## [What to produce]
Which of the lines in the data mention the string "with"? List them all.
___ Material for this task ___
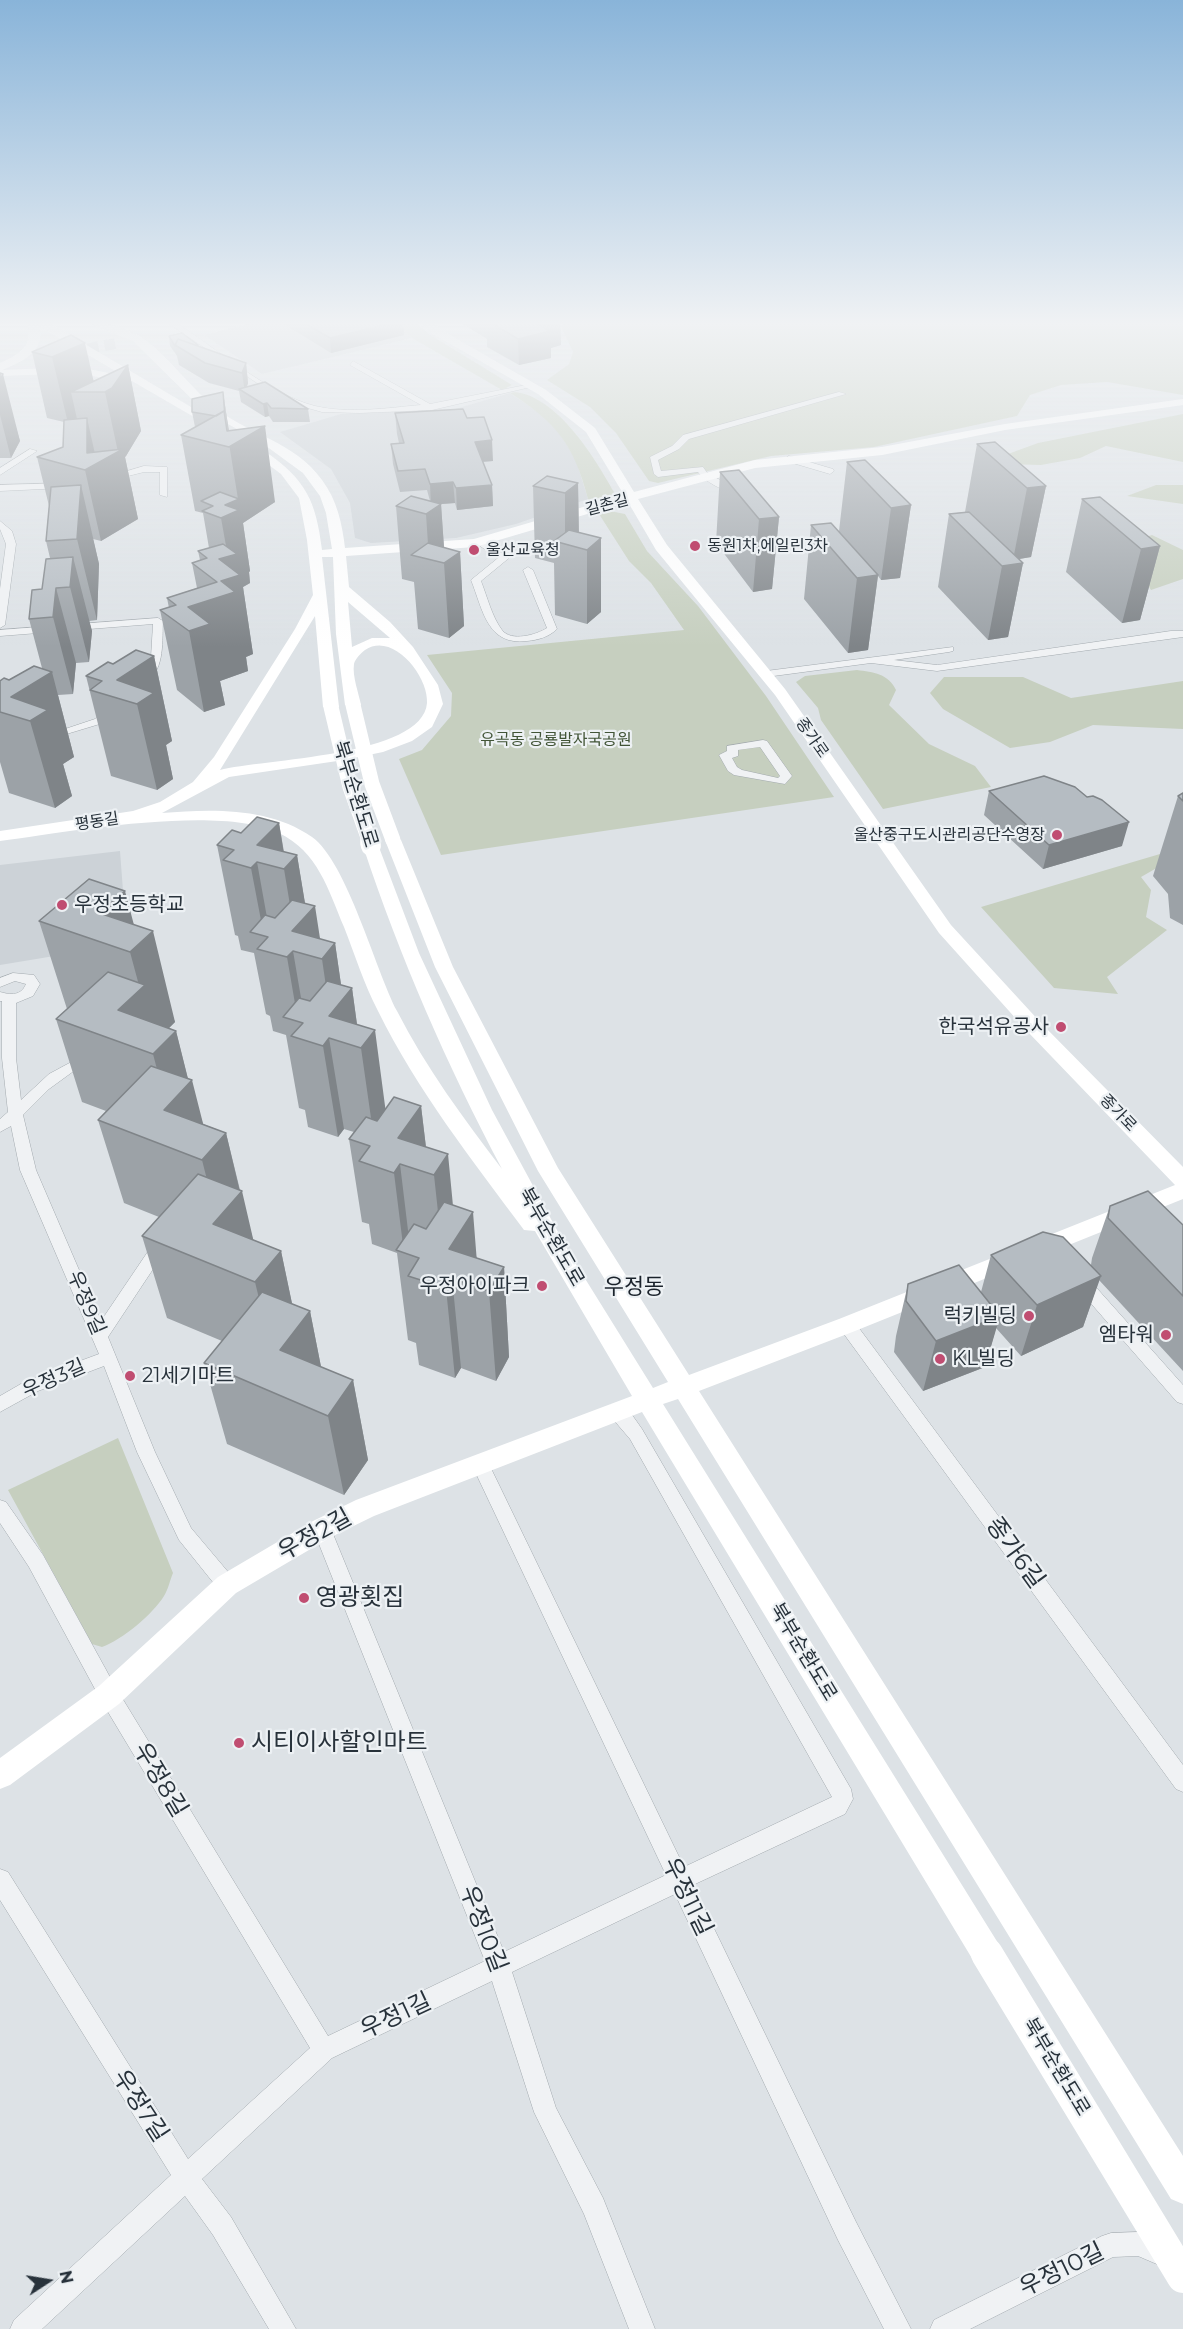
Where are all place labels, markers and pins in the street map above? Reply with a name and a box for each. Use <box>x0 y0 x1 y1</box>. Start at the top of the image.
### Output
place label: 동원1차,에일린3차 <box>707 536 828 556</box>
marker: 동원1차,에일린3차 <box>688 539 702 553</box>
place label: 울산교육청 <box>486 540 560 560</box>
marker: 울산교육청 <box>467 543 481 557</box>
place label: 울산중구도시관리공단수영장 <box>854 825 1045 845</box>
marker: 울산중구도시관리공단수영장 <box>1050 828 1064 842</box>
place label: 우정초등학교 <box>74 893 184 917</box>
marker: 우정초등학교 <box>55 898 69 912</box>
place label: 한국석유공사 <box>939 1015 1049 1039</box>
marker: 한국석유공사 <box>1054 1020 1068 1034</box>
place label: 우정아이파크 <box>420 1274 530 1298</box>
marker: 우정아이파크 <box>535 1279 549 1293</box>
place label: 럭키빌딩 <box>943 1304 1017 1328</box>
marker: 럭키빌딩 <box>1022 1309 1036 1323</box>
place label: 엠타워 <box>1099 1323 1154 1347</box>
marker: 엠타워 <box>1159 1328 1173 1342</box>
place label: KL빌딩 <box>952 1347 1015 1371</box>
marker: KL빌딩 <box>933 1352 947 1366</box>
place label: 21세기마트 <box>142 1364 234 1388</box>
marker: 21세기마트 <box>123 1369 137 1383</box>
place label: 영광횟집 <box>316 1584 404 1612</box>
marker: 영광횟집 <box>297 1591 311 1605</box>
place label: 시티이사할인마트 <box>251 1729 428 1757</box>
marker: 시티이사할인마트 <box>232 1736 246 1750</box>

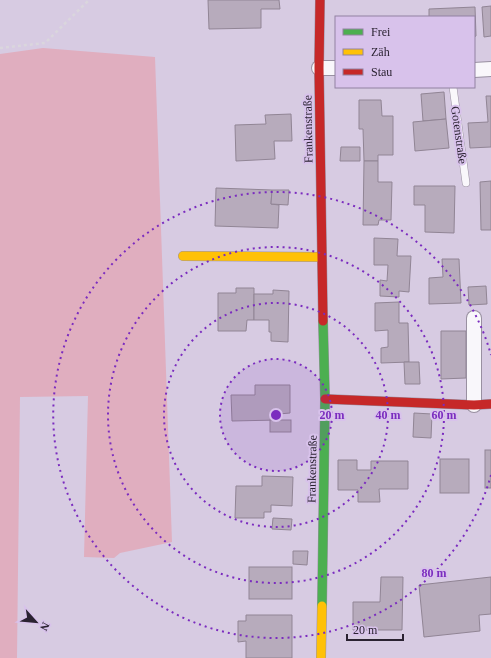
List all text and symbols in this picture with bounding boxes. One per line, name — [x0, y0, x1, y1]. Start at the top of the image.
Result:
___
## [Result of the task]
Where are all place labels, markers and pins in the street map above? Reply with a name and a box for each. Use <box>x0 y0 x1 y1</box>. Start at the top of the image.
List all text and symbols in this picture with bounding boxes. One per line, name — [x0, y0, x1, y1]. Start at the top of the image.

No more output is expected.